AMMI Canada recommendations
Surgical prophylaxis, including for cesarean delivery, should be stopped after skin closure. Pregnant women with preterm rupture of membranes should receive 7 days of ampicillin and a macrolide, as previously described, to decrease the risk of infection to the fetus.
Duration of surgical prophylaxis for surgeries involving implants or valves can be extended 24 to 48 hours after surgery, but this recommendation is not based on evidence of benefit, but rather absence of evidence. This recommendation should apply regardless of the presence of drains or chest tubes (53,56).
Intra-Abdominal Infections
An essential component of the management of intra-abdominal infections involves drainage of infected fluid collections or abscesses (source control) as this removes the source of infection, reduces bacterial load, and leads to decreased days of antimicrobials and better overall outcomes.
Patients who undergo appendectomy for acute appendicitis and have a non-perforated appendix need only pre-operative antibiotics (57). For infected intra-abdominal/peritoneal collections, data support using shorter courses of therapy, emphasizing that source control and drainage of abscesses are critical in management. One study compared 4 versus 8 days of therapy after source control and concluded that recurrent surgical site or intra-abdominal infections were similar (58). A second large RCT conducted in ICUs determined that patients treated with shorter courses of 8 days had no differences in length of stay, mortality, or re-operation rates when compared with those treated for 15 days (59). For cholangitis, a systematic review summarizing available literature to 2018 found 4 studies that met inclusion criteria. The authors concluded that, provided there was source control, a shorter course of antibiotics of less than 1 week did not result in higher mortality, longer duration of fever, or higher rates of recurrence (60).
Guidelines from the Surgical Infection Society (2017) and the IDSA (2010) advocate <7 days of therapy for patients with source control (57,61). Tokyo Guidelines for management of acute cholangitis recommend drainage or source control as the mainstay of therapy followed by 4 to 7 days of appropriate, targeted antimicrobial therapy (62,63).
AMMI Canada recommendations
Physicians should strongly advocate for source control (drainage of collections) in the setting of intra-abdominal infections. Duration of therapy for intra-abdominal infections with source control should be less than 7 days.
Urinary Tract Infections
Cystitis or lower tract infection
Acute dysuria, urgency, and frequency, without flank pain or fever, accompanied by pyuria and a positive, single uropathogen in urine define cystitis. Since bacteria are limited to the bladder, short courses of antibiotics are sufficient. Cystitis in non-catheterized men is infrequent and likely indicates prostatitis, obstruction, or upper tract infection. Bacteriuria in pregnancy or post–renal transplant is beyond the scope of this document. Except during pregnancy and prior to urologic surgery, asymptomatic bacteriuria should not be treated (64). AMMI Canada has published a useful toolkit including educational materials for managing asymptomatic bacteriuria called “Symptom Free Pee: LET IT BE” (65).

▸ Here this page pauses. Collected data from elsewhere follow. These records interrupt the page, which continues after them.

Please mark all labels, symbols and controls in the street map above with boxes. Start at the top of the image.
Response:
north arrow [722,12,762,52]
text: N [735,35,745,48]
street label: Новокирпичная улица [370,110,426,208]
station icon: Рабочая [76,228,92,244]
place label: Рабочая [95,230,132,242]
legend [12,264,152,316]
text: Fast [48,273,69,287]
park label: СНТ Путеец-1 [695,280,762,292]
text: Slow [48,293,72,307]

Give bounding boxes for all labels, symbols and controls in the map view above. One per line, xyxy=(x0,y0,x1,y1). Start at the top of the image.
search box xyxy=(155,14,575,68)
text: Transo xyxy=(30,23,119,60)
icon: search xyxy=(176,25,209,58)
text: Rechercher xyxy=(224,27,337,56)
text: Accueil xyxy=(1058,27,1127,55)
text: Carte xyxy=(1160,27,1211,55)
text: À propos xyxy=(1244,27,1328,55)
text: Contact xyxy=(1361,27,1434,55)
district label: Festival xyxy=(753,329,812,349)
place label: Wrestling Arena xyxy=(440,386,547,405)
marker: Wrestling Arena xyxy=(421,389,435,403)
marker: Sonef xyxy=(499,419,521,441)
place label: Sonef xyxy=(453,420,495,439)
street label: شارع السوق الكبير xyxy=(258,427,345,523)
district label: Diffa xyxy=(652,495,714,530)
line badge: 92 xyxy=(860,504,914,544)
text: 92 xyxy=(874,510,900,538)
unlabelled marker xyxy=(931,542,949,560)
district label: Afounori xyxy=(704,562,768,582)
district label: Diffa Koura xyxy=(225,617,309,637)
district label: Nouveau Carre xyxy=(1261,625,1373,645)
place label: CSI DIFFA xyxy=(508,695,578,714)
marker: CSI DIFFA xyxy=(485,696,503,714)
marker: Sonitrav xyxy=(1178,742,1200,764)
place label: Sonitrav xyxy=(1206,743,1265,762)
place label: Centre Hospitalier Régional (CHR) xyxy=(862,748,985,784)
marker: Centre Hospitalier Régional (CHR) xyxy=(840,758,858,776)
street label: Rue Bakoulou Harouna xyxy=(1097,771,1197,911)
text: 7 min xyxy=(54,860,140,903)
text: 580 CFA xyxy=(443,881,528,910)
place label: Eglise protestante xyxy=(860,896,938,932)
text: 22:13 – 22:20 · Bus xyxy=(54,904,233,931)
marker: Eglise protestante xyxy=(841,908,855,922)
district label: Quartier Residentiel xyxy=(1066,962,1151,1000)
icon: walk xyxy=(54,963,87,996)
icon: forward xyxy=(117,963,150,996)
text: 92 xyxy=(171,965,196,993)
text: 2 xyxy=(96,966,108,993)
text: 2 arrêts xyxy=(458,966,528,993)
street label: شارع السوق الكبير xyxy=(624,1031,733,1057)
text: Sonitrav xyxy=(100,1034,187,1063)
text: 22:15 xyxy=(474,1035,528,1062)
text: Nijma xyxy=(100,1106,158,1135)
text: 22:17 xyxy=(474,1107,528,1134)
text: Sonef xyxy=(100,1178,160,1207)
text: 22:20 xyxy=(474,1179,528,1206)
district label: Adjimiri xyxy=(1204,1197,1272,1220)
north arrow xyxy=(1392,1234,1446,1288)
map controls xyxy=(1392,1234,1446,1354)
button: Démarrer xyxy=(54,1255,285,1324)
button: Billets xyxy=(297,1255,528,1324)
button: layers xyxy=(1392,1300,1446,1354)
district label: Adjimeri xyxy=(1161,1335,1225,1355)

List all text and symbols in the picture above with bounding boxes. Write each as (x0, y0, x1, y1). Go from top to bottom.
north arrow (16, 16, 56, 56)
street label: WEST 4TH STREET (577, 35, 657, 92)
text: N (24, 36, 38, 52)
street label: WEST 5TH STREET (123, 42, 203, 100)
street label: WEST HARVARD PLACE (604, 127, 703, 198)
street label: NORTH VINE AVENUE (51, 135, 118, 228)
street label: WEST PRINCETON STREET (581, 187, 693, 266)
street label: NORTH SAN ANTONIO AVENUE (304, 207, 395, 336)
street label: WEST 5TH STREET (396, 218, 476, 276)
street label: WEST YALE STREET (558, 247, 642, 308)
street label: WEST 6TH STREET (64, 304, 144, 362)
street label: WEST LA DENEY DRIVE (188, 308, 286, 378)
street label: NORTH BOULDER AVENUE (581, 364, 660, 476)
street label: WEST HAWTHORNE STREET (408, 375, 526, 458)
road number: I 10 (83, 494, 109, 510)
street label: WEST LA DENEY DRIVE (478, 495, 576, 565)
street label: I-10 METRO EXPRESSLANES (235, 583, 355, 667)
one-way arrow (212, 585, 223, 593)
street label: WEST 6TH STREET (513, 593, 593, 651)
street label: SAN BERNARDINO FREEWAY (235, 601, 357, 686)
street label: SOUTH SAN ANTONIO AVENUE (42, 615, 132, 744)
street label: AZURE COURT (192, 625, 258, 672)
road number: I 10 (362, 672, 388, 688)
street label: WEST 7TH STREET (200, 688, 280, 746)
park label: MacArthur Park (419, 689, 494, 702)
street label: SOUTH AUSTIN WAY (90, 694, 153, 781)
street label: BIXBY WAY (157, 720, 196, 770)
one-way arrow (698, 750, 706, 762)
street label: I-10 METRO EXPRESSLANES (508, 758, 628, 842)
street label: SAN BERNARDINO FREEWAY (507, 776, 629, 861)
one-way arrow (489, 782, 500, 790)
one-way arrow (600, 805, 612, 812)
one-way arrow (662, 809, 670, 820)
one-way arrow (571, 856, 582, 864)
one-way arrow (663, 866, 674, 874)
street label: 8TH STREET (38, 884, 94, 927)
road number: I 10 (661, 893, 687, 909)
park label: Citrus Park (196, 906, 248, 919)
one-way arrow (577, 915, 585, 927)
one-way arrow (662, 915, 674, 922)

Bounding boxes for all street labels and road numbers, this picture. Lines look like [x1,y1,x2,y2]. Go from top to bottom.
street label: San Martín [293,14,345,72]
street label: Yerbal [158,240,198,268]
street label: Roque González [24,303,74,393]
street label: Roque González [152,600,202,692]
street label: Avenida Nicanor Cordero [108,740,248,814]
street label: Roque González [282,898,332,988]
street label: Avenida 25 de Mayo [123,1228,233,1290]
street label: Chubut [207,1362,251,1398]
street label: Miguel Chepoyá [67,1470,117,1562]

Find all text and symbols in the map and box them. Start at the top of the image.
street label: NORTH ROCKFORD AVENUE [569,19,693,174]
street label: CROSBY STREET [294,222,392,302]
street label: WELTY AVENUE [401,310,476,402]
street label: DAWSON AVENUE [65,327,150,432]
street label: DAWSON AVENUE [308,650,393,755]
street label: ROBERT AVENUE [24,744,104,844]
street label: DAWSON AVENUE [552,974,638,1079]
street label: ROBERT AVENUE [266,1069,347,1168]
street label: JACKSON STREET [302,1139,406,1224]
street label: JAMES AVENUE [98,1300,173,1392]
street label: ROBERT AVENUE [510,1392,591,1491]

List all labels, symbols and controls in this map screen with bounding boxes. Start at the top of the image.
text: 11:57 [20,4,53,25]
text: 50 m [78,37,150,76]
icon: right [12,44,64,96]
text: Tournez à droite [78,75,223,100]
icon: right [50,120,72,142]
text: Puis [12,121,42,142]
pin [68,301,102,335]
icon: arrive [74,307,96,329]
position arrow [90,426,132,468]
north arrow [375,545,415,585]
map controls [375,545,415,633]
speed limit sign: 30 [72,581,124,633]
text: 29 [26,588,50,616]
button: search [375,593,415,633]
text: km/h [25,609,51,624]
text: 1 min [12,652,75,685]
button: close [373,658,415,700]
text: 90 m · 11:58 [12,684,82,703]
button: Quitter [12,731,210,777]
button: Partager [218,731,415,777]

Short courses of therapy (3–5 d, depending on antibiotic class) for uncomplicated cystitis in otherwise healthy young women is well-supported by robust data and is recommended in IDSA guidelines (66). Single-dose fosfomycin (or 3 d if recurrent/complicated cystitis) also holds promise as a treatment for cystitis owing to the drug’s high concentration. Men should receive 7 days of therapy, as cystitis may be more complicated in this population.
Pyelonephritis
Adults
Uncomplicated pyelonephritis is defined as a UTI with systemic symptoms (usually fever, malaise, chills, or flank or pelvic pain) that occurs in a non-pregnant, premenopausal woman without underlying comorbid conditions or anatomic urologic abnormalities. For adult men, pyelonephritis should be considered complicated, since the presence of a UTI may indicate urinary tract obstruction or a prostatic focus. Recent studies of patients with normal male or female anatomy support a 7-day course of antimicrobials with some caveats (73–76). A meta-analysis found 8 evaluable trials that compared ≤7 with >7 days of treatment for pyelonephritis. The conclusion of the meta-analysis (irrespective of whether fluoroquinolones had been used) was that there were no differences in clinical or microbiological failure between the short and long treatment arms. Longer treatment courses were recommended for pyelonephritis complicated by abscess or stones, as patients with urogenital abnormalities experienced more microbiological failure (but equivalent clinical failure) at the end of follow-up than those with normal anatomy. In this meta-analysis, the percentage of bacteremic patients ranged from 3% to 29% (73). A recent study (65% females) compared a median of 4.5 days of aminoglycoside therapy with 5 days of non-aminoglycoside-based therapy for adults with pyelonephritis and found similar outcomes (77).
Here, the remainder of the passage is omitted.